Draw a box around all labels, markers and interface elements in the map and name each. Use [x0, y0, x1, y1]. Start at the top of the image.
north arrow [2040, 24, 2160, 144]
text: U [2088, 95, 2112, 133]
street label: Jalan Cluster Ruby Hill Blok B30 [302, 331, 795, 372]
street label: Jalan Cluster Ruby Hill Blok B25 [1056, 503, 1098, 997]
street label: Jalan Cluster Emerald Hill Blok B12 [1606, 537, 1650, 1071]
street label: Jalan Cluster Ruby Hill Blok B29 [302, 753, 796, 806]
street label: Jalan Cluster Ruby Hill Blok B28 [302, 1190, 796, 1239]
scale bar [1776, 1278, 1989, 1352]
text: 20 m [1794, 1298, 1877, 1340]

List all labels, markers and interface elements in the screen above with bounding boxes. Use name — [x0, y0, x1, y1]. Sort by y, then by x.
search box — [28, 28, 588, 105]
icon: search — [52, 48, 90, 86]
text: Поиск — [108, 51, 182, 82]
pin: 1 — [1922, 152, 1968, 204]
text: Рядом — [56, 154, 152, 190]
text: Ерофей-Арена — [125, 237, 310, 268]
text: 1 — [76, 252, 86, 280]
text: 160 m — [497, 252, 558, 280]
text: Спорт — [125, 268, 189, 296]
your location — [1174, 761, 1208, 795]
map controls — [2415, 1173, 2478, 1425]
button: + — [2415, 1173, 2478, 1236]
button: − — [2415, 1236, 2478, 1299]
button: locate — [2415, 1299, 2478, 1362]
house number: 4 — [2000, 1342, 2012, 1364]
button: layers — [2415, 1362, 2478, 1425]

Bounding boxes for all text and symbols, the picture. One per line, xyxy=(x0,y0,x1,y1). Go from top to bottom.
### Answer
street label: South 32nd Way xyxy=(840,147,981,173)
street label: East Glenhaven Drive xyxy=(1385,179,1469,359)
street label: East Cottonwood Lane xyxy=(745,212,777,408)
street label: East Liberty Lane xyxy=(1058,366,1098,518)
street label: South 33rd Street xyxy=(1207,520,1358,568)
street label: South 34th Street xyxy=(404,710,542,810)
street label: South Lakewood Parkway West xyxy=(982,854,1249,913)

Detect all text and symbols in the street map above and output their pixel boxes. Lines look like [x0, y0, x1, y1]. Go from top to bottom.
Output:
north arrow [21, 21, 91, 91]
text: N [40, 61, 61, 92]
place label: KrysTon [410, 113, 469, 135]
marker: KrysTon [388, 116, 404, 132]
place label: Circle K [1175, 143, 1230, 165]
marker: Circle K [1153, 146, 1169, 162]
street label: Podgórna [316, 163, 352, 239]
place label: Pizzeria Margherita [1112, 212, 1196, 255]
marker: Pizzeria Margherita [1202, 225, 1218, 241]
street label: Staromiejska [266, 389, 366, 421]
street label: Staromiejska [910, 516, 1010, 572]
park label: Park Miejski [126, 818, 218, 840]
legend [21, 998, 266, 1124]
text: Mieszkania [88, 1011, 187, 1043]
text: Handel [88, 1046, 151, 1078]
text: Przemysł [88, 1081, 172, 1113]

- WHAT YOU NEED TO DO:
The whole listing should be transcribed word for word.

- ANSWER SECTION:
Draw a box around all labels, markers and interface elements in the map and name each. Use [x0, y0, x1, y1]. Start at the top of the image.
north arrow [2040, 24, 2160, 144]
text: U [2088, 95, 2112, 133]
street label: Jalan Cluster Ruby Hill Blok B30 [302, 331, 795, 372]
street label: Jalan Cluster Ruby Hill Blok B25 [1056, 503, 1098, 997]
street label: Jalan Cluster Emerald Hill Blok B12 [1606, 537, 1650, 1071]
street label: Jalan Cluster Ruby Hill Blok B29 [302, 753, 796, 806]
street label: Jalan Cluster Ruby Hill Blok B28 [302, 1190, 796, 1239]
scale bar [1776, 1278, 1989, 1352]
text: 20 m [1794, 1298, 1877, 1340]

List all labels, markers and interface elements in the screen above with bounding boxes. Use name — [x0, y0, x1, y1]. Sort by y, then by x.
search box — [28, 28, 588, 105]
icon: search — [52, 48, 90, 86]
text: Поиск — [108, 51, 182, 82]
pin: 1 — [1922, 152, 1968, 204]
text: Рядом — [56, 154, 152, 190]
text: Ерофей-Арена — [125, 237, 310, 268]
text: 1 — [76, 252, 86, 280]
text: 160 m — [497, 252, 558, 280]
text: Спорт — [125, 268, 189, 296]
your location — [1174, 761, 1208, 795]
map controls — [2415, 1173, 2478, 1425]
button: + — [2415, 1173, 2478, 1236]
button: − — [2415, 1236, 2478, 1299]
button: locate — [2415, 1299, 2478, 1362]
house number: 4 — [2000, 1342, 2012, 1364]
button: layers — [2415, 1362, 2478, 1425]

Bounding boxes for all text and symbols, the picture. One per line, xyxy=(x0,y0,x1,y1). Go from top to bottom.
### Answer
street label: South 32nd Way xyxy=(840,147,981,173)
street label: East Glenhaven Drive xyxy=(1385,179,1469,359)
street label: East Cottonwood Lane xyxy=(745,212,777,408)
street label: East Liberty Lane xyxy=(1058,366,1098,518)
street label: South 33rd Street xyxy=(1207,520,1358,568)
street label: South 34th Street xyxy=(404,710,542,810)
street label: South Lakewood Parkway West xyxy=(982,854,1249,913)

Detect all text and symbols in the street map above and output their pixel boxes. Lines look like [x0, y0, x1, y1]. Go from top to bottom.
Output:
north arrow [21, 21, 91, 91]
text: N [40, 61, 61, 92]
place label: KrysTon [410, 113, 469, 135]
marker: KrysTon [388, 116, 404, 132]
place label: Circle K [1175, 143, 1230, 165]
marker: Circle K [1153, 146, 1169, 162]
street label: Podgórna [316, 163, 352, 239]
place label: Pizzeria Margherita [1112, 212, 1196, 255]
marker: Pizzeria Margherita [1202, 225, 1218, 241]
street label: Staromiejska [266, 389, 366, 421]
street label: Staromiejska [910, 516, 1010, 572]
park label: Park Miejski [126, 818, 218, 840]
legend [21, 998, 266, 1124]
text: Mieszkania [88, 1011, 187, 1043]
text: Handel [88, 1046, 151, 1078]
text: Przemysł [88, 1081, 172, 1113]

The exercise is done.